09.06.2026 Kunst & Kultur – Redaktion
Geschichte eines Wohnortes
Von Behelfsheimen zur Siedlung Falkenberg

Der Blick vom Falkenberg in den 1960er Jahren. Foto: ein
Ehestorf – Im Freilichtmuseum am Kiekeberg stellt Autorin Monika Blankenheim am Sonntag, dem 21. Juni, um 12.00 Uhr ihr Buch „1943 – 9 Personen – 40m². Geschichten, Menschen und Gebäude“ vor. Sie beschäftigt sich darin mit 80 Jahren Geschichte der Siedlung Falkenberg in Neugraben.

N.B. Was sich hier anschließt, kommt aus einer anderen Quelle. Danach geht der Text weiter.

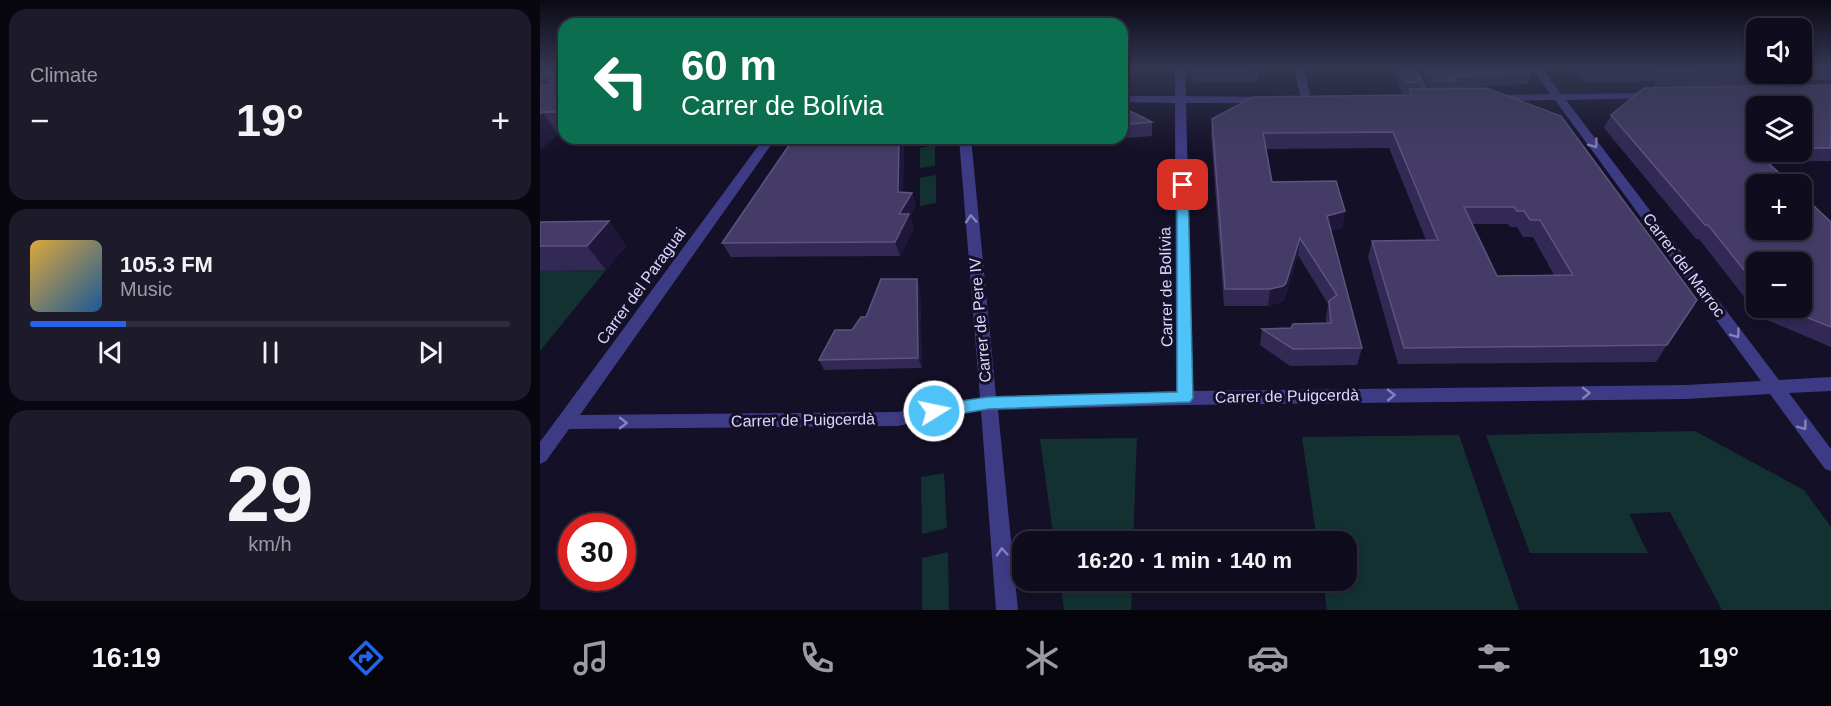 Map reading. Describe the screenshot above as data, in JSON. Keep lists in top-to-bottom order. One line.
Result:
{"streets":{"street":["Carrer del Marroc","Carrer del Paraguai","Carrer de Bolívia","Carrer de Pere IV","Carrer de Puigcerdà"]},"crossings":[["Carrer del Marroc","Carrer de Puigcerdà"],["Carrer del Paraguai","Carrer de Puigcerdà"],["Carrer de Bolívia","Carrer de Puigcerdà"],["Carrer de Pere IV","Carrer de Puigcerdà"]],"one_way":["Carrer del Marroc","Carrer de Pere IV","Carrer de Puigcerdà"],"page":{"tile":["Climate",["29","km/h"]],"map_buttons":["+","−"],"turn":["60 m","Carrer de Bolívia"],"heat":["−","19°","+"],"song":["105.3 FM","Music"],"limit":"30","trip":"16:20 · 1 min · 140 m","tabs":["16:19","19°"]}}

Die Autorin thematisiert den Einsatz von Zwangsarbeitern und weiblichen Konzentrationslager-Häftlingen beim Bau der Behelfsheime und beschreibt die Lebensbedingungen der Bewohnerinnen und Bewohner während des Kriegs und in der Nachkriegszeit. Nach einer Begrüßung von Museumsdirektor Stefan Zimmermann erzählt Monika Blankenheim die Geschichte der Siedlung Falkenberg und beantwortet Fragen aus dem Publikum. Die 90-minütige Veranstaltung ist im regulären Museumseintritt von 12 Euro für Erwachsene enthalten. Mitglieder des Fördervereins des Freilichtmuseums und Personen unter 18 Jahren erhalten immer freien Eintritt ins Museum.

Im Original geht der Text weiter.